Suspensão da descrença
O preconceito de Larry Susskind com buracos de minhoca é compreensível. É verdade que, em circunstâncias muito sinistras, as equações da relatividade o permitem. Mas a um preço alto demais, que levanta suspeitas.
Explicando: a relatividade geral diz que o que as pessoas desde a época de sir Isaac Newton (1642-1727) chamam de gravidade na verdade é uma curvatura num espaço-tempo contínuo (um conjunto indissolúvel, composto pelas três dimensões do espaço e pela do tempo) gerada pela presença de matéria (ou energia) nesse ambiente.
A premissa por trás dos buracos de minhoca é a possibilidade de criar uma distorção tão grande em duas regiões do espaço-tempo que elas se curvam a ponto de se ligarem, formando um "atalho" entre esses dois pontos. Então, uma viagem que, pelo espaço convencional, levaria zilhões de anos na velocidade máxima permitida (a da luz, 300 mil quilômetros por segundo), poderia ser encurtada a alguns segundos, numa travessia de um buraco de minhoca.

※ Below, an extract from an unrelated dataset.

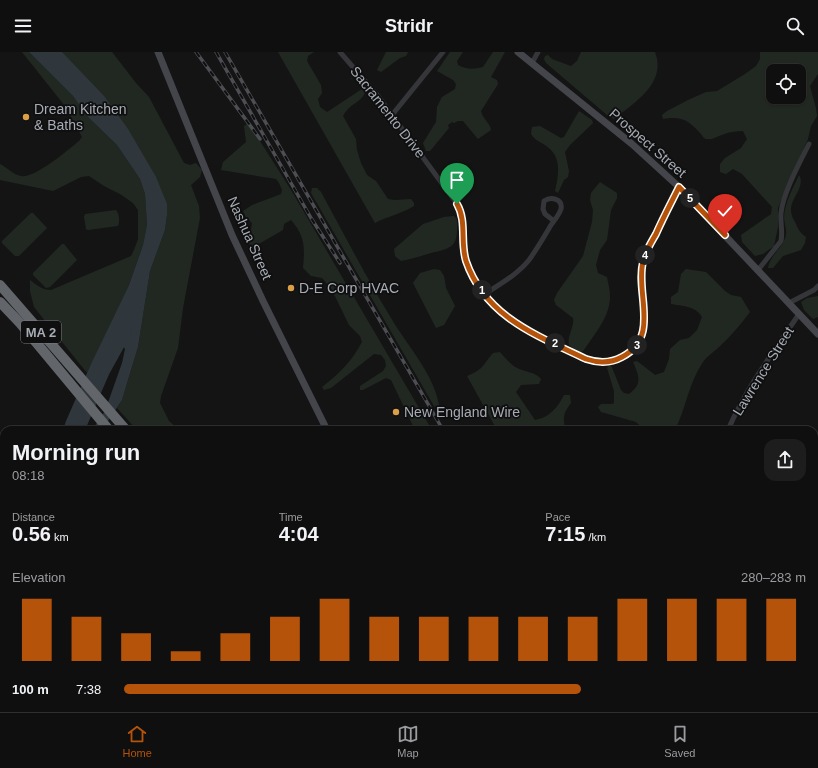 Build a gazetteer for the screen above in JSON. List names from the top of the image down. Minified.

Para manter essas passagens abertas, no entanto, seria preciso algo que os físicos tratam como "matéria exótica" -algo que emitisse energia negativa. A rigor, não há material no mundo que tenha essas propriedades. No entanto, alguns efeitos quânticos observados já demonstraram que, pelo menos nas menores escalas, energia negativa é possível (já foi até mesmo observada). Aí reside a maior parte das esperanças dos entusiastas de buracos de vermes. Mas as conseqüências, caso eles estejam mesmo certos, podem ser catastróficas.

Tempo esgotado
O problema é que os buracos de minhoca, como o trabalho de traças cósmicas pelo tecido do espaço-tempo, não permite somente ligar dois pontos distantes do cosmos. Obrigatoriamente, também seria possível conectar duas regiões diferentes do tempo. Ou seja, se buracos de minhoca existem, a possibilidade de viajar no tempo -com destino ao passado- também.
Alguns cientistas famosos têm um problema sério com isso. O físico e popstar Stephen Hawking, da Universidade de Cambridge, no Reino Unido, foi o mais categórico deles: instituiu um "princípio de proteção cronológica". Em suma, ele diz que, não importa como, a natureza precisa ter uma lei que impeça viagens ao passado.
Não é que ele não tenha espírito de aventura; o problema é que o paradoxo do avô é algo que ele prefere não ter de enfrentar. Em resumo, o paradoxo que assombra Hawking é o seguinte: se viajar ao passado é possível, alguém pode voltar no tempo e matar o próprio avô. Se o avô está morto, não terá um filho, que não terá o neto, que não poderá voltar no tempo para matar o avô, que então viverá para ter o filho que terá o neto, que então voltará no tempo e matará seu avô, e assim sucessivamente. (Mais sobre isso no primeiro filme da série "De Volta para o Futuro", de Steven Spielberg.)
Então, em nome do bom senso, Hawking instituiu o tal princípio da proteção cronológica. A base não é a física, mas sim o bom senso.
Susskind concorda, mas é ainda mais radical. "Eu concordo que os argumentos de Hawking são bons, mas eles não dizem muito sobre viagens espaciais -exceder a velocidade da luz usando buracos de minhoca", diz o físico. Para ele, isso também deveria ser proibido pelas inflexíveis leis da natureza.
Para Krasnikov e outros defensores da pesquisa desses fenômenos bizarros, os buracos de minhoca continuam vivos e saudáveis, a despeito dos ataques de Susskind.
"Eu dei o melhor de mim para entender os argumentos dele, mas desisti -assim como alguns dos meus colegas que conhecem mecânica quântica melhor que eu", afirma o físico teórico russo. "Agora que ele mesmo os abandonou, não acho que valha a pena gastar mais esforço com isso."